In den 1930ern und 1940er Jahren experimentierten Bill Monroe und Bob Wills in den Appalachen und in Texas, Oklahoma mit der Mischung von klassischer Stringbandmusik mit afroamerikanischen Elementen wie Ragtime, Blues und Swing. Monroe hatte den schwarzen Lehrmeister Arnold Shultz und Bob Wills spielte in Tulsa, Oklahoma, im Cain’s Ballroom unweit der Schwarzenviertel und hatte da keinerlei Berührungsängste.

Cowboysongs, Bluegrass, Western Swing; Die Country-Kultur gehört auch den Afroamerikanern

Merke: Weiße Musiker in den durch Rassentrennung geprägten Südstaaten nahmen sehr gerne afroamerikanische Elemente in ihre Musik auf. Denn die Rassengrenzen wurden im Verborgenen ohnehin oftmals durch das Zusammenspiel der Musiker aufgehoben. So wie sie beispielsweise in der Zusammenarbeit der Cowboys im Westen auch keine spielten: 25 Prozent der Cowboys waren Schwarze, 25 Prozent Mexikaner, 25 Indianer und 25 Prozent Weiße. Der von weißen Angelsachsen geprägte amerikanische Geschichtsschreibung, von den Hollywood-Western bis zur Marlboro-Werbung, unterschlug dies und propagierte alleine den weißen Cowboy. Dass die schwarzen Cowboys maßgeblich auch die Cowboy-Songs als eine der Wurzeln der Country- und Westernmusik prägten und dass es mit Herb Jeffries auch einen schwarzen singenden Cowboy gab, wurde da natürlich auch lange unterschlagen.

Die Country- und Westernkultur gehört auch den Afroamerikanern. Oder wie es Dom Flemons schon gesagt hat: „Viele Schwarze hören Country und sind Fans der Musik.“ Und sie spielen sie bringen sie immer wieder mit neuerer afroamerikanischer Musik zusammen. Aber: „Es scheint für das Country-Business und viele Hörer immer noch schwer hinnehmbar, wenn Schwarze Country singen. Wenn aber Weiße den Blues singen, dann wird das bewundert“, sagte mir Dom vor ein paar Jahren in Chicago anlässlich der Kontroverse um „Old Town Road“ von Lil Nas X.

Zudem sind die Genregrenzen ohnehin künstlich gesetzt. Als es noch keine massenhaft industriell gefertigten Tonträger gab spielte man im Süden Old Time oder Hillbilly Music. Erst als die Musikindustrie ihren Tonträgerverkauf vor dem Hintergrund der vermeintlichen Zielgruppen und der Gesetze der Rassentrennung ordnen wollte, entstanden die schwarze „Race Music“ (Blues, Jazz) und die weiße Country Music. „Race Music“ gibt es heutzutage nicht mehr, Country Music schon. Und sie ist eben auch schwarz und entwickelt sich immer weiter. Und der weiße Country-Star Keith Urban ließ sich auf seinen Alben auch schon vom Hip Hop inspirieren.
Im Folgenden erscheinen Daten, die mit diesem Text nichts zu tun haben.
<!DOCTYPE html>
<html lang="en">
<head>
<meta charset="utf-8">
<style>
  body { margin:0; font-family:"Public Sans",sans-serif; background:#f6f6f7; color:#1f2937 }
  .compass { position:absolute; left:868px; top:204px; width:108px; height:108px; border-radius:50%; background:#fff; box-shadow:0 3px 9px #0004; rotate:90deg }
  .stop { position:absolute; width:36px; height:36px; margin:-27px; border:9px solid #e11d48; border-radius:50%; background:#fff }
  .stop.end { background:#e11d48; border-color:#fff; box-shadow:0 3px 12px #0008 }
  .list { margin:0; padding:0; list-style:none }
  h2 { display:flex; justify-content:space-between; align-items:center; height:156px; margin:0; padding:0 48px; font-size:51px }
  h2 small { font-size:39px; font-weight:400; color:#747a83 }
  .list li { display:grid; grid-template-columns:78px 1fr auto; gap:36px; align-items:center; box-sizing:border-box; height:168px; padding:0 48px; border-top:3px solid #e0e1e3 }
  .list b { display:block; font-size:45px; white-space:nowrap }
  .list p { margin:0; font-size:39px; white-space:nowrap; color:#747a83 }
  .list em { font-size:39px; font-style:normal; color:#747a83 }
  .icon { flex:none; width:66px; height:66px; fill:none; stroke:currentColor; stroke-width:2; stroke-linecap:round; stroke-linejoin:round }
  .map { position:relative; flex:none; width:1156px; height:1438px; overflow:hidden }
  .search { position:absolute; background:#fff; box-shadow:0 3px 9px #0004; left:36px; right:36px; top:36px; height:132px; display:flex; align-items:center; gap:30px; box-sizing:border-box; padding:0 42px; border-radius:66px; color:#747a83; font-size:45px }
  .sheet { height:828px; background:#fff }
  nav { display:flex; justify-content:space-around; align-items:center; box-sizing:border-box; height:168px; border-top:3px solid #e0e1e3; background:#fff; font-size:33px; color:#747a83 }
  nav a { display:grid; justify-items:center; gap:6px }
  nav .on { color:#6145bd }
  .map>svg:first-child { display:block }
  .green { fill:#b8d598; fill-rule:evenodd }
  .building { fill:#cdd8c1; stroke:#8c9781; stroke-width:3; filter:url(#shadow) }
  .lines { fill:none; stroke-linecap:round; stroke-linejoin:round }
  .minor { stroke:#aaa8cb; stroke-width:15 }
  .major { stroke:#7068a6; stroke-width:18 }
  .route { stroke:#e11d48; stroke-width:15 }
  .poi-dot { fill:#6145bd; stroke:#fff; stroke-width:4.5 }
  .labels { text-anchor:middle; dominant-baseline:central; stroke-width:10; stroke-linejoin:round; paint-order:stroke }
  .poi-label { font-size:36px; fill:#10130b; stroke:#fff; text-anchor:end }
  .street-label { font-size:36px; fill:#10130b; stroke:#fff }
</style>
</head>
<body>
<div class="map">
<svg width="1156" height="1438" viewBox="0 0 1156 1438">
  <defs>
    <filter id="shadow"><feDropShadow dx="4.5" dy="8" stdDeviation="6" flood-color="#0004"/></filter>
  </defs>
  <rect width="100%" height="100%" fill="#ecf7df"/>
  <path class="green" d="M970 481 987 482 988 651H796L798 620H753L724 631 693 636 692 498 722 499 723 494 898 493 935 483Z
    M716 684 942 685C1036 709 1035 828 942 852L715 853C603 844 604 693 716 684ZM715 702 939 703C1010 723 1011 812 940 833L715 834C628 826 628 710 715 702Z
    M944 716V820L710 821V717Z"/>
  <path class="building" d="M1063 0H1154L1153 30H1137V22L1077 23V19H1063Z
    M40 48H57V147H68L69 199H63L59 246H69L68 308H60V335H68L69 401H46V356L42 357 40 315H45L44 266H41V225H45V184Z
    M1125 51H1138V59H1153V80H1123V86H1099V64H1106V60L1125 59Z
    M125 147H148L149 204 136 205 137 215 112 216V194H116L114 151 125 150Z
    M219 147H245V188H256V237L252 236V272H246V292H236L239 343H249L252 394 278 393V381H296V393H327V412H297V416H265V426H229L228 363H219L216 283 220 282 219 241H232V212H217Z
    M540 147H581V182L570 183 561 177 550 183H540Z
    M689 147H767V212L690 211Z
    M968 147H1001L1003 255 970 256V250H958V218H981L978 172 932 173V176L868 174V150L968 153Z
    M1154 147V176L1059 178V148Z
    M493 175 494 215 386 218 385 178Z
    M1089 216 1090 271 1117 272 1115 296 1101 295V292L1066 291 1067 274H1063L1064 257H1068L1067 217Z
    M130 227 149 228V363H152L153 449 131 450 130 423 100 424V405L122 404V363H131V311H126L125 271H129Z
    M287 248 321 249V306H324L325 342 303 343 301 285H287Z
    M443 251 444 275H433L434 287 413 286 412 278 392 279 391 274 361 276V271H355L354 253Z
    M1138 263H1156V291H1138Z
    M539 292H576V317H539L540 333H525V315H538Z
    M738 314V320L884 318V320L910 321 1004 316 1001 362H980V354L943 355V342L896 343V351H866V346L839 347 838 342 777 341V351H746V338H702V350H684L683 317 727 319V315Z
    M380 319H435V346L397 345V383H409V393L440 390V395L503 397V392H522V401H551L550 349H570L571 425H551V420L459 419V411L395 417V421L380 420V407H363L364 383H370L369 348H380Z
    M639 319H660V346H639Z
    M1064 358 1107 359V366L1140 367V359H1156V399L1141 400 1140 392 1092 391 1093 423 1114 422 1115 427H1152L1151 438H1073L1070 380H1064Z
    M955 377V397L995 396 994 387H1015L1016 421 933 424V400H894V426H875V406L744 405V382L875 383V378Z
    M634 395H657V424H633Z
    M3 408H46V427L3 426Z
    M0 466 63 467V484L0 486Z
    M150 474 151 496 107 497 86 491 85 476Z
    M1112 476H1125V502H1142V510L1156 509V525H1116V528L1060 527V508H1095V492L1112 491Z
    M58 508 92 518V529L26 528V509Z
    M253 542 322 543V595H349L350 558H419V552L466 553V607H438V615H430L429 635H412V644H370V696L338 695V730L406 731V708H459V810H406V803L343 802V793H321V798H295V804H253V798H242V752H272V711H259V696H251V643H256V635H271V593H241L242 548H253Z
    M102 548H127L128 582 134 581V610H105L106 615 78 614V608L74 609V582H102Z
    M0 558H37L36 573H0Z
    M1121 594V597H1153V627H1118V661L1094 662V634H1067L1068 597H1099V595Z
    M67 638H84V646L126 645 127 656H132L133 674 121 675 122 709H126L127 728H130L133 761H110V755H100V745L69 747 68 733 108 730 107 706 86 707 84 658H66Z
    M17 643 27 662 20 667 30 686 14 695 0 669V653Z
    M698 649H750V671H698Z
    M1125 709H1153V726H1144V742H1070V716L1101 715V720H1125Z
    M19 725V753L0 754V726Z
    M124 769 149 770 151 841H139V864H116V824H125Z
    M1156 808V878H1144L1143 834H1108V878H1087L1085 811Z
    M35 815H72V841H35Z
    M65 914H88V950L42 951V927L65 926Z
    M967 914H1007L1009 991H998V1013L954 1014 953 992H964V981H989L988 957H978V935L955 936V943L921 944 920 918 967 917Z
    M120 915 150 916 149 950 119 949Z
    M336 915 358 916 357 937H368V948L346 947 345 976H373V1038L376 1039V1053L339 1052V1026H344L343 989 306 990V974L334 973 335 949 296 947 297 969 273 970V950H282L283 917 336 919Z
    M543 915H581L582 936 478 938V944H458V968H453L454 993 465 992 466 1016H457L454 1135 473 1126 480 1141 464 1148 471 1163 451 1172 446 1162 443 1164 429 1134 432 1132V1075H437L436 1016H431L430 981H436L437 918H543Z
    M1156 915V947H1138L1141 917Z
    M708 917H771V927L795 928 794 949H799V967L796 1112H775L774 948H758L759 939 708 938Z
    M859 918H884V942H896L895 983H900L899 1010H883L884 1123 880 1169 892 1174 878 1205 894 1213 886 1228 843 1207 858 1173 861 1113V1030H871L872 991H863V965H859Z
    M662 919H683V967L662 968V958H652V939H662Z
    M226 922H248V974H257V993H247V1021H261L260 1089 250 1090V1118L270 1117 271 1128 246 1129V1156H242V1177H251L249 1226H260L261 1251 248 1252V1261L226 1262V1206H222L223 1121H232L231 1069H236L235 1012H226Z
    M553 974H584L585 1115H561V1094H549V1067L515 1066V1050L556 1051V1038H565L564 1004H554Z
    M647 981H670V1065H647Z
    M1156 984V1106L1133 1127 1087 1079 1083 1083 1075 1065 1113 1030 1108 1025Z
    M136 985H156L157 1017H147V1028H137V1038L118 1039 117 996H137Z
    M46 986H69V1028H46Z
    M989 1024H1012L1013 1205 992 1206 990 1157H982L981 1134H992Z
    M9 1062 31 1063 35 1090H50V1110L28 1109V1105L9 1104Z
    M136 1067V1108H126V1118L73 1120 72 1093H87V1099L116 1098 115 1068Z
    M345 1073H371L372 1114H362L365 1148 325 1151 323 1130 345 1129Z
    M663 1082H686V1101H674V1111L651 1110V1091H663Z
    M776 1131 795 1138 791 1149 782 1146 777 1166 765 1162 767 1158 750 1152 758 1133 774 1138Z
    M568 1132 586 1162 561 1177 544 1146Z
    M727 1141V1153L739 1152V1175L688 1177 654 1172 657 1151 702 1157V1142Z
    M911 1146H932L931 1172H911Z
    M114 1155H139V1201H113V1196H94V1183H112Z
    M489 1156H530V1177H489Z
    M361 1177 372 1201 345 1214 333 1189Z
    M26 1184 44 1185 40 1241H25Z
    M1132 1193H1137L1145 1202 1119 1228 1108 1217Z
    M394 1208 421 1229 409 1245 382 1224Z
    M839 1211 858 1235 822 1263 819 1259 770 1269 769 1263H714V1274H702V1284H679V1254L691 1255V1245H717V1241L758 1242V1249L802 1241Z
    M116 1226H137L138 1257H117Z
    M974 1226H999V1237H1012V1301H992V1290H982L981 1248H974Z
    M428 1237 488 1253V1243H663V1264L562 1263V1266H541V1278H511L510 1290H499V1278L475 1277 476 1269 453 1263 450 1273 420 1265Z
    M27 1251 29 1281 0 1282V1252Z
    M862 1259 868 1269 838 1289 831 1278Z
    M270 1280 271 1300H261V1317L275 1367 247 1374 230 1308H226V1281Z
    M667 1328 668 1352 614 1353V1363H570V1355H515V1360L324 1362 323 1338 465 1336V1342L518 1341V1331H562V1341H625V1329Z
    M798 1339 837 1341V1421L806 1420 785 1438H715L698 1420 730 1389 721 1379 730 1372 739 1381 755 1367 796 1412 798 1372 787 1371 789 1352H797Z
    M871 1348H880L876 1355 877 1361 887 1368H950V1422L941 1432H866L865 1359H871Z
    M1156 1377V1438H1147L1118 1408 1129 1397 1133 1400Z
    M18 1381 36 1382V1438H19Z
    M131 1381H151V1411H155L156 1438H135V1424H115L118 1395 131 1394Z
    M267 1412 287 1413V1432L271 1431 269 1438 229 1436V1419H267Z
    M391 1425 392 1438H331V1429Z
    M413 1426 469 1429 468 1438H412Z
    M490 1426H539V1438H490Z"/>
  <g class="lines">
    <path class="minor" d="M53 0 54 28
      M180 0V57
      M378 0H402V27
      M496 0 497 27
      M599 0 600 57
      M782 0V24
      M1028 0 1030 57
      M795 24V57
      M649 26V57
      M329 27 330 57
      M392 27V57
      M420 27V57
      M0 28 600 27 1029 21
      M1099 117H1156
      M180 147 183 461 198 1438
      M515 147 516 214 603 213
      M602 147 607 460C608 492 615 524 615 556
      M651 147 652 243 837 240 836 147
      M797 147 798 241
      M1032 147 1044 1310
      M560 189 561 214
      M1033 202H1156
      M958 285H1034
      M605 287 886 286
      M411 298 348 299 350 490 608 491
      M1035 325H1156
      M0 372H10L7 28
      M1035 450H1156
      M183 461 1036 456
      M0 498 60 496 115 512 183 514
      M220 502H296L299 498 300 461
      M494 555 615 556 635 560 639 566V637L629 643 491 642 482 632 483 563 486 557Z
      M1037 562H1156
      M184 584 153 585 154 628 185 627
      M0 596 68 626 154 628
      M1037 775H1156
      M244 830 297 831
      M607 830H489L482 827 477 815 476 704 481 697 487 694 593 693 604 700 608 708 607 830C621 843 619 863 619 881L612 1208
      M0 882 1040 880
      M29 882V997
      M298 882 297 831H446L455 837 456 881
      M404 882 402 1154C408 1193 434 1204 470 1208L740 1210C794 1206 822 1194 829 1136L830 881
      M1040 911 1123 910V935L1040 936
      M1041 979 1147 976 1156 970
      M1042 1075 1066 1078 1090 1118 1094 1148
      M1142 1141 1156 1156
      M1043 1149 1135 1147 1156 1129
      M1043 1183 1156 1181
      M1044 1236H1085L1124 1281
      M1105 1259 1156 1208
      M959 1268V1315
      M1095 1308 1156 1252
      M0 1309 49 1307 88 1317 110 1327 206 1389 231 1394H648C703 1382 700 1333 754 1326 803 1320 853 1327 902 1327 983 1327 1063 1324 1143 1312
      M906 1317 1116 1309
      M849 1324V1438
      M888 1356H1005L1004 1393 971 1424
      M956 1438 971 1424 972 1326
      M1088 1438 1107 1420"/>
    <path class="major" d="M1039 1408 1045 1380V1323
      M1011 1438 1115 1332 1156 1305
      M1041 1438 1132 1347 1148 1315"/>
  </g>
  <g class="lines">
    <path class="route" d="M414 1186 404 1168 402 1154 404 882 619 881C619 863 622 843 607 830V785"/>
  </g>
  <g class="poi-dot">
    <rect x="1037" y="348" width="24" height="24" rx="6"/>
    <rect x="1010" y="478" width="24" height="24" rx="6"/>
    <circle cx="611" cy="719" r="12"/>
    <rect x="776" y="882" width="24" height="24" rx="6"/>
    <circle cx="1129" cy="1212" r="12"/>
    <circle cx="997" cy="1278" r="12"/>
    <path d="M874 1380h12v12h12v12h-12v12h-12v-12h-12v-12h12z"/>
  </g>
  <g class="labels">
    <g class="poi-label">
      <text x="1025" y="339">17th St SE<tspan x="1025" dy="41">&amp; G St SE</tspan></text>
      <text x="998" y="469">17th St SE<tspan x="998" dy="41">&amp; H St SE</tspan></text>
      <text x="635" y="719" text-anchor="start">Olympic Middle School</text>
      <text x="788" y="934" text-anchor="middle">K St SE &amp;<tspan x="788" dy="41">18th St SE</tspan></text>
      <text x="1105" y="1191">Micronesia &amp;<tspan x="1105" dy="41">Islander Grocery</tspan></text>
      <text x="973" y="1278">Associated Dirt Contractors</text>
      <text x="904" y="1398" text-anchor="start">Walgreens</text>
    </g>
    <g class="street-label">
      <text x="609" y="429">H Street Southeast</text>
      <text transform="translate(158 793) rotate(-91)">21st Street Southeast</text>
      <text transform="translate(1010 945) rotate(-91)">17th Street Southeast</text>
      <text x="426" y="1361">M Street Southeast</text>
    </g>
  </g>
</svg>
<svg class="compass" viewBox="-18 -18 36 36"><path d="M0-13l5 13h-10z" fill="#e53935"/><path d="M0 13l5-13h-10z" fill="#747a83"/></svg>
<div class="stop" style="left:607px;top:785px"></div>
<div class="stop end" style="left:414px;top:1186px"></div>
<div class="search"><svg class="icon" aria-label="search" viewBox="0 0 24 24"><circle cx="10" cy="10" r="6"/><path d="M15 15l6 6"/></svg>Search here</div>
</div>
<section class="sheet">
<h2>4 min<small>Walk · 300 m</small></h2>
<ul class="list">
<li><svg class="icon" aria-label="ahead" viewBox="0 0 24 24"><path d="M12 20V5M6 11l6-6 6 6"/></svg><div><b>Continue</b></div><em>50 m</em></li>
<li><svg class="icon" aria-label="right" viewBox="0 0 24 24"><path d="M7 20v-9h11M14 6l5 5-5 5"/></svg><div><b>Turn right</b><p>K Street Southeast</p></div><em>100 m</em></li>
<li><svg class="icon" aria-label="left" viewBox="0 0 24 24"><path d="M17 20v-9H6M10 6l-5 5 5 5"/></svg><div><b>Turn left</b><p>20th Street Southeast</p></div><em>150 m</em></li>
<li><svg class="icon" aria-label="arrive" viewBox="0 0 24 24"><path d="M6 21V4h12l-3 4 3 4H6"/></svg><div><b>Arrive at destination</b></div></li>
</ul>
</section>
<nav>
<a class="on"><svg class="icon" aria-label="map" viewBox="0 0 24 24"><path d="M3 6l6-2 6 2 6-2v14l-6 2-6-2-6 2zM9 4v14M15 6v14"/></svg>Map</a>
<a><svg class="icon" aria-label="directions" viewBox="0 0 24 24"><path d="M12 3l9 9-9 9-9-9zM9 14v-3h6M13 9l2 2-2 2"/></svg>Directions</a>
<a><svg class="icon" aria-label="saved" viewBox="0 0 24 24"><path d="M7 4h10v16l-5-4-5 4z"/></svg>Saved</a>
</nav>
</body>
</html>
Gangstagrass sind moderne, legitime Nachfolger von Bill Monroe

Und dieser Hip Hop ist in den urbanen Schwarzenghettos entstanden, so wie der Blues seinen Ursprung in den ländlichen Baracken der schwarzen Pflanzer und Landarbeitern hatte. Und wie schon der große Bob Dylan weiß, ist der Hip Hop dem Blues recht nahe, weil er sich aus der afroamerikanischen Volkskultur entwickelt hat. Und zu den afroamerikanischen Rappern schreibt er in seinen „Chronicles“, dass Ice-T, Public Enemy, NWA, Run DMC nicht nur herumstehen würden und große Reden schwingen würden. „Sie hauten auf die Drums und auf den Putz und schmissen Pferde von den Klippen. Sie waren allesamt Dichter und wussten, was Sache war.“

Und so ist es das Natürlichste auf der Welt, wenn heute „Gangstagrass“ Bluegrass mit Hip Hop vereinen. Sie sind moderne, legitime Nachfolger von Bill Monroe. Ganz selbstironisch mischen sie in ihrem Bandnamen den Begriff „Gangsta-Rap“ mit Bluegrass. Gangsta-Rap ist eines von der Musikindustrie gern aufgebautes, fragwürdiges Subgenre. Da das Publikum des Genres überwiegend aus weißen Mittelklassejugendlichen besteht, wurden gegen die Interpreten selbst immer wieder Vorwürfe erhoben, sie würden wie in früheren Blackface-Darstellungen nur das Klischee des Schwarzen bedienen, indem sie ihn zur Belustigung der Weißen als unkultiviert, ignorant und schlimmstenfalls als gefährlich und kriminell darstellten.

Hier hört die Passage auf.